*** EXERCISE DATA ***

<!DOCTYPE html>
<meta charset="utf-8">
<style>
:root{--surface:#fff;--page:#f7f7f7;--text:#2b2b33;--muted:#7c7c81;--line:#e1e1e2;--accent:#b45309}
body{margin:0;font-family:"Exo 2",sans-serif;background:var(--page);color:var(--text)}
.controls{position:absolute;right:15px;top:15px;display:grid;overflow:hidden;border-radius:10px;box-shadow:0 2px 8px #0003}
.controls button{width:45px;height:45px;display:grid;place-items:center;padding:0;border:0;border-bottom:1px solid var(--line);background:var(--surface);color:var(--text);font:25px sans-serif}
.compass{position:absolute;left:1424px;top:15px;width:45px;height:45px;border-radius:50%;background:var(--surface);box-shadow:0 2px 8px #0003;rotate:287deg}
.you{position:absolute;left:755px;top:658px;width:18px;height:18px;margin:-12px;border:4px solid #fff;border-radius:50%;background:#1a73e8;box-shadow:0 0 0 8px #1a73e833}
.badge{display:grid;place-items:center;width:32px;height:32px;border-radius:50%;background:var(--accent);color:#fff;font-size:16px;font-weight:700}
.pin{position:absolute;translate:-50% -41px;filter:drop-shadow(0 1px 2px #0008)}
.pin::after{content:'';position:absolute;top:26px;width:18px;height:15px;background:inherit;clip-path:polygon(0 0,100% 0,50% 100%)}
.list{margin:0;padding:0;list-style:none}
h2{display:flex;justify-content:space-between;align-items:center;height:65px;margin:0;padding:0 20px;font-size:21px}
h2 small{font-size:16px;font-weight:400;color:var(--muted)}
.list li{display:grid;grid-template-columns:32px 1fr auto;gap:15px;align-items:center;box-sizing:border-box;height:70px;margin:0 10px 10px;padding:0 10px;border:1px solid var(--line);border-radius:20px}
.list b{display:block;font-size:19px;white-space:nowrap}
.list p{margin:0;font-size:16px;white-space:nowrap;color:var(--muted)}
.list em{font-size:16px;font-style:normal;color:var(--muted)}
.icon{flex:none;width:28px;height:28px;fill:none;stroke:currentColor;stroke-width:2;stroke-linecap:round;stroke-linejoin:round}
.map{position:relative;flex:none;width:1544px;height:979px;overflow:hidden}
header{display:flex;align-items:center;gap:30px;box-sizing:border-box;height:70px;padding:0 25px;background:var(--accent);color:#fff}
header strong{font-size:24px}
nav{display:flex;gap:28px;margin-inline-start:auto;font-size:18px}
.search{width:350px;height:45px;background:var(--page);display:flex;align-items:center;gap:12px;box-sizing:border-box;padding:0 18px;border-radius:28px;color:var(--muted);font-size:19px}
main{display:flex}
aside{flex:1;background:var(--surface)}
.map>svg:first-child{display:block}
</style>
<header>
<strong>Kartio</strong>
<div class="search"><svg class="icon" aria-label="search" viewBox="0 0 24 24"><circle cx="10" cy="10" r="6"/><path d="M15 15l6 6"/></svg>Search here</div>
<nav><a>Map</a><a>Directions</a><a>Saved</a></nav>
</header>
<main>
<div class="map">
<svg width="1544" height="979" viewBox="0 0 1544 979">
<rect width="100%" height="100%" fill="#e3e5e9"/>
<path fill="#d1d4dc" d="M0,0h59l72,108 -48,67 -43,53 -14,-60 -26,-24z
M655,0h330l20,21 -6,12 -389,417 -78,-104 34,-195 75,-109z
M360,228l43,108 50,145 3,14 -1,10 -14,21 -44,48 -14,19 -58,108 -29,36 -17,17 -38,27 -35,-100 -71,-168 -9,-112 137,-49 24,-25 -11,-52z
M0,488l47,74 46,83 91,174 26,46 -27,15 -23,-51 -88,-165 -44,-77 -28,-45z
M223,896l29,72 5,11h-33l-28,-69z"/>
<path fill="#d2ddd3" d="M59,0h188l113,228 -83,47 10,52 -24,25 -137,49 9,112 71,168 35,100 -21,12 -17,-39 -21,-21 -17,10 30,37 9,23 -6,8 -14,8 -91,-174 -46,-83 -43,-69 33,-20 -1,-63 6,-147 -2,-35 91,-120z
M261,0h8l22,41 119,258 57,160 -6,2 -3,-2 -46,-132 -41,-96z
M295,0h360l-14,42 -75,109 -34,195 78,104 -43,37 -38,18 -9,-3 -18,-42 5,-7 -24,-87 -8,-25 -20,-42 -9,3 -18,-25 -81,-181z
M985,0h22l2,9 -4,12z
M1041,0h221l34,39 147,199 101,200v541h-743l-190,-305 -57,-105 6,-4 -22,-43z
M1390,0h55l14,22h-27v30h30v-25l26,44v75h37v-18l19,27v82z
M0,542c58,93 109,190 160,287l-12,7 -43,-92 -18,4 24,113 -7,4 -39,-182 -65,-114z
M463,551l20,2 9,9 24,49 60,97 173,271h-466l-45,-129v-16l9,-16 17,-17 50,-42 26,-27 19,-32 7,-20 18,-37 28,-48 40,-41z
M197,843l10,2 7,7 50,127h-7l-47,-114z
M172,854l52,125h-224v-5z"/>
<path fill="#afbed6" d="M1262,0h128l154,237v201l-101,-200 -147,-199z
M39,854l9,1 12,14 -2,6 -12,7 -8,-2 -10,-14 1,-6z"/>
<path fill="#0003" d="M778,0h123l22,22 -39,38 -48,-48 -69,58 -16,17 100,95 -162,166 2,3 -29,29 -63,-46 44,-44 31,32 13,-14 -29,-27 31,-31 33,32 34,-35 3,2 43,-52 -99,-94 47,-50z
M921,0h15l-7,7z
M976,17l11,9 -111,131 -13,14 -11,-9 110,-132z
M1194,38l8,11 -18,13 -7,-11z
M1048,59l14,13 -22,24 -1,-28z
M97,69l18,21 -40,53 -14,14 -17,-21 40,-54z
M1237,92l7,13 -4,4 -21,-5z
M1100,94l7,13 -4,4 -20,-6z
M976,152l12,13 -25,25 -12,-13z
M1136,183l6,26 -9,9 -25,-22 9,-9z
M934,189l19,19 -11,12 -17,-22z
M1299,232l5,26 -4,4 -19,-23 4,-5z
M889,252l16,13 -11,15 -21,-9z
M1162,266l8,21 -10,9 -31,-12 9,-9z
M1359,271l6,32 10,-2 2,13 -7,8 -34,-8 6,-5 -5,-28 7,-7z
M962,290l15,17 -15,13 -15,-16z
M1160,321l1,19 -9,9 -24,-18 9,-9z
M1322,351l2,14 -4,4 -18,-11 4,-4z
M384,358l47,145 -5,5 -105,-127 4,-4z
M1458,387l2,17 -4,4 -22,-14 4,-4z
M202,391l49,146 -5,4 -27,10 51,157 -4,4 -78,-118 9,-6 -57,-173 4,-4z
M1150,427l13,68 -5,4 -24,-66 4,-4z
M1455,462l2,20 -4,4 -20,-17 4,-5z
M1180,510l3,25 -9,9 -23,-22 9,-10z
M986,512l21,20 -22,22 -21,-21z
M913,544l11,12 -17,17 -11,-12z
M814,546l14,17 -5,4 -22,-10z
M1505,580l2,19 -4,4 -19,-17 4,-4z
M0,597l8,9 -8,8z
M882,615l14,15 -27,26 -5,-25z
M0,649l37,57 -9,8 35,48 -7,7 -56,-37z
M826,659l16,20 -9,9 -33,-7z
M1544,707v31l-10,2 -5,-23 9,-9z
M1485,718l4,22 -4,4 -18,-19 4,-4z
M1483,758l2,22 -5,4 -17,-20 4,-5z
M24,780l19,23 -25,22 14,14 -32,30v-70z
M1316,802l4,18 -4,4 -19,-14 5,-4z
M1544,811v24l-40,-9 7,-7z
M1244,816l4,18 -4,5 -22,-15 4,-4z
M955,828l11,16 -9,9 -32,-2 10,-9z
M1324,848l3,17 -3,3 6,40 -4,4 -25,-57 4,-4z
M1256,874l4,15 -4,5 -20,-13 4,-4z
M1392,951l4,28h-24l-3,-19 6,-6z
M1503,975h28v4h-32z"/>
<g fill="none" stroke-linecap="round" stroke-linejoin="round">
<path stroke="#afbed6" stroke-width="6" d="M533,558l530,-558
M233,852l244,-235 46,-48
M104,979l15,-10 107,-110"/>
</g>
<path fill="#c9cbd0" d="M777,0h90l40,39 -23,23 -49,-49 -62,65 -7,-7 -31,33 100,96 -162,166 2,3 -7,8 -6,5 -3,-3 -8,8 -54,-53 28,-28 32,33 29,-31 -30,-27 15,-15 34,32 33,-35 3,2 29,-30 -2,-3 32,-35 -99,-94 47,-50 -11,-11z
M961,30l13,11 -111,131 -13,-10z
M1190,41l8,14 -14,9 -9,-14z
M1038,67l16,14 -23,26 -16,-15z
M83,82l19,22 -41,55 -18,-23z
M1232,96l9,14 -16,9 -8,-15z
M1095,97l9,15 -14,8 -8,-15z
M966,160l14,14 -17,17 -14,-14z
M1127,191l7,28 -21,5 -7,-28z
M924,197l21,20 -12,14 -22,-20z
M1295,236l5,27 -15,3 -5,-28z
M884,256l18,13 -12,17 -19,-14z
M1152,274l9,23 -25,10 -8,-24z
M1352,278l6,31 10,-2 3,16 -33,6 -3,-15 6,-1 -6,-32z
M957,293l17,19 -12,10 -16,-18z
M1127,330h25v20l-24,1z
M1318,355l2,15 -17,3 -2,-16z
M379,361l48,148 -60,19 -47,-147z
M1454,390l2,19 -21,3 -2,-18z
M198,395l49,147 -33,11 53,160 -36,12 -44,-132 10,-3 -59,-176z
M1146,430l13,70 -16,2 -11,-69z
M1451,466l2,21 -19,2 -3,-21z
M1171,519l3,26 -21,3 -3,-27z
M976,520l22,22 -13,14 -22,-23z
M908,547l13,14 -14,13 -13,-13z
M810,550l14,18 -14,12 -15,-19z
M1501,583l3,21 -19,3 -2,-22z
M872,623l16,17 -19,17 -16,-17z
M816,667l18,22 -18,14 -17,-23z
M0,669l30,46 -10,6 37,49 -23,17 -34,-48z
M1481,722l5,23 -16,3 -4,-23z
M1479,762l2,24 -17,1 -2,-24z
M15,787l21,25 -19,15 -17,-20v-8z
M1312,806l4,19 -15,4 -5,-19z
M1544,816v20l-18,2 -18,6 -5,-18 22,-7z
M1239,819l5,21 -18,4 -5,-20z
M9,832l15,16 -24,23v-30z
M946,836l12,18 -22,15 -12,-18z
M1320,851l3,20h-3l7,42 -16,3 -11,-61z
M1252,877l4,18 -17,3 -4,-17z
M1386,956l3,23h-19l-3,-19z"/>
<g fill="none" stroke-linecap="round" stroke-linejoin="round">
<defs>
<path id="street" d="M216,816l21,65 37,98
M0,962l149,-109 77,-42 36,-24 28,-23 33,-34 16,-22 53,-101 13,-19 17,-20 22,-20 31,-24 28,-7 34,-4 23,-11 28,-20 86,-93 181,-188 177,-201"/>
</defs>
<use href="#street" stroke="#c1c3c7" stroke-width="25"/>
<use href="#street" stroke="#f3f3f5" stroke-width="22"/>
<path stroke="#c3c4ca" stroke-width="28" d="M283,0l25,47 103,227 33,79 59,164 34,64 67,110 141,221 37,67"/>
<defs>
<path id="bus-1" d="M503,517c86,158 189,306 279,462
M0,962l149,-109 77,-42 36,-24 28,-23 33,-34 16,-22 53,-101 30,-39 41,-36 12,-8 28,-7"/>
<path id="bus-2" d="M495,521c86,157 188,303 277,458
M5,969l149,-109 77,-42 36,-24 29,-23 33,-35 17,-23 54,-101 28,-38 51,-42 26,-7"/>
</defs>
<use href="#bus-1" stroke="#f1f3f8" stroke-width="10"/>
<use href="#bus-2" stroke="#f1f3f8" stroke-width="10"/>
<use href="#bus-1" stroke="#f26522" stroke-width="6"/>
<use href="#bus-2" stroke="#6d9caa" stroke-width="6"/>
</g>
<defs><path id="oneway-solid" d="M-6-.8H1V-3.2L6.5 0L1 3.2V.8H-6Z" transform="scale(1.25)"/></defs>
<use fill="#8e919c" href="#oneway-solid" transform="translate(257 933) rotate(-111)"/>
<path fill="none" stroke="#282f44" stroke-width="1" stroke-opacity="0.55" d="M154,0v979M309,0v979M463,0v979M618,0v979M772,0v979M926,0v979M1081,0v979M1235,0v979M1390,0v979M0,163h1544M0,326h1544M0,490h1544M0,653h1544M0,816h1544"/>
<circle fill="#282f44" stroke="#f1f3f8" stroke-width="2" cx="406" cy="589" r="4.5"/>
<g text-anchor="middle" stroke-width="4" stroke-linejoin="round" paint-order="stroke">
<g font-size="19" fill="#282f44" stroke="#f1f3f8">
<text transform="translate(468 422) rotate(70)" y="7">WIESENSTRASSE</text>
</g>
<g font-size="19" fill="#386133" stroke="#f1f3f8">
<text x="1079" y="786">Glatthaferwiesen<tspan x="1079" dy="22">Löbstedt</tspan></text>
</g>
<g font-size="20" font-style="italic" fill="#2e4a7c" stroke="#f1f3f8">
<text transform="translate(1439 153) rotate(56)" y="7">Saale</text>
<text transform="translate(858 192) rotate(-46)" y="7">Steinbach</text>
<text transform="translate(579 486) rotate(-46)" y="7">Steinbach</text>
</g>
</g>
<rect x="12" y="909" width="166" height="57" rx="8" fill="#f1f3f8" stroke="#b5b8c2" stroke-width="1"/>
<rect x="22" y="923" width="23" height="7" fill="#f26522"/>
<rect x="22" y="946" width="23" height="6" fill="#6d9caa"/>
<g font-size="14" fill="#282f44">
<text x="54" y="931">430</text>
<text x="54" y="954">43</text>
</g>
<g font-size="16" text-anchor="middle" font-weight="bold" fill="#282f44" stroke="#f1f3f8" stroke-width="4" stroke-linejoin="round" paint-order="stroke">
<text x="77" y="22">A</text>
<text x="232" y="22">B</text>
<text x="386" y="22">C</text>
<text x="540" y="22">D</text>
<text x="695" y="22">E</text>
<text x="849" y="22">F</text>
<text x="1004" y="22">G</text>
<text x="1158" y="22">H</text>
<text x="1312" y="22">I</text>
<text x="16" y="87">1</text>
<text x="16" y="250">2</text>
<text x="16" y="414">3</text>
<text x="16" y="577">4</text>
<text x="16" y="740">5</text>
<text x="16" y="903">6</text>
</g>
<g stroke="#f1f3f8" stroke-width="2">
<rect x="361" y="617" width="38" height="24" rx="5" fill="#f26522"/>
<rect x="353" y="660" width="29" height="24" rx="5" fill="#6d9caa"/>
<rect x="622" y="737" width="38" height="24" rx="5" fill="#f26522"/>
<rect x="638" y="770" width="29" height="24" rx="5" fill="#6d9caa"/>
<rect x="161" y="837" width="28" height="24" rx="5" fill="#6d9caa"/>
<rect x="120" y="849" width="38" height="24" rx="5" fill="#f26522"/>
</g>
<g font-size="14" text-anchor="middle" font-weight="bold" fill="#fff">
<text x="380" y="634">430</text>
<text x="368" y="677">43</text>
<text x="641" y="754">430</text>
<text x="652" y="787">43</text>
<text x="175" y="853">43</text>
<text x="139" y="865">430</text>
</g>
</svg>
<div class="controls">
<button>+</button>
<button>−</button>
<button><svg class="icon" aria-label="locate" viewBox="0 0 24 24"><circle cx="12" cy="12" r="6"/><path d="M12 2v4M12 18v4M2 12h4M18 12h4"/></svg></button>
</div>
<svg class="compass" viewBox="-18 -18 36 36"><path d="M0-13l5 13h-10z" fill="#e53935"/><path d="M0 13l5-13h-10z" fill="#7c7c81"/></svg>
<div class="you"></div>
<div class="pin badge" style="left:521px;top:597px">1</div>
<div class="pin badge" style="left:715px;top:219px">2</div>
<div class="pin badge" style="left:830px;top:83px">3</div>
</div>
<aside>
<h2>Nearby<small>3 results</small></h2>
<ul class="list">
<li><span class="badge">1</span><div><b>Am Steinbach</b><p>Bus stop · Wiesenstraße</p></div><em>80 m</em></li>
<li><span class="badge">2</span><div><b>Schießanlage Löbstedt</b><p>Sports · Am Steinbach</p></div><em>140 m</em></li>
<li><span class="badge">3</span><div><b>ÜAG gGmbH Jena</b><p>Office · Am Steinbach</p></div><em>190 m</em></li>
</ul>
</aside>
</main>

*** End of EXERCISE DATA ***

• **PROBLEM DESCRIPTION**
Please show the lines of the material that contain the string "grid".

• **RESULT OF THIS TASK**
.controls{position:absolute;right:15px;top:15px;display:grid;overflow:hidden;border-radius:10px;box-shadow:0 2px 8px #0003}
.controls button{width:45px;height:45px;display:grid;place-items:center;padding:0;border:0;border-bottom:1px solid var(--line);background:var(--surface);color:var(--text);font:25px sans-serif}
.badge{display:grid;place-items:center;width:32px;height:32px;border-radius:50%;background:var(--accent);color:#fff;font-size:16px;font-weight:700}
.list li{display:grid;grid-template-columns:32px 1fr auto;gap:15px;align-items:center;box-sizing:border-box;height:70px;margin:0 10px 10px;padding:0 10px;border:1px solid var(--line);border-radius:20px}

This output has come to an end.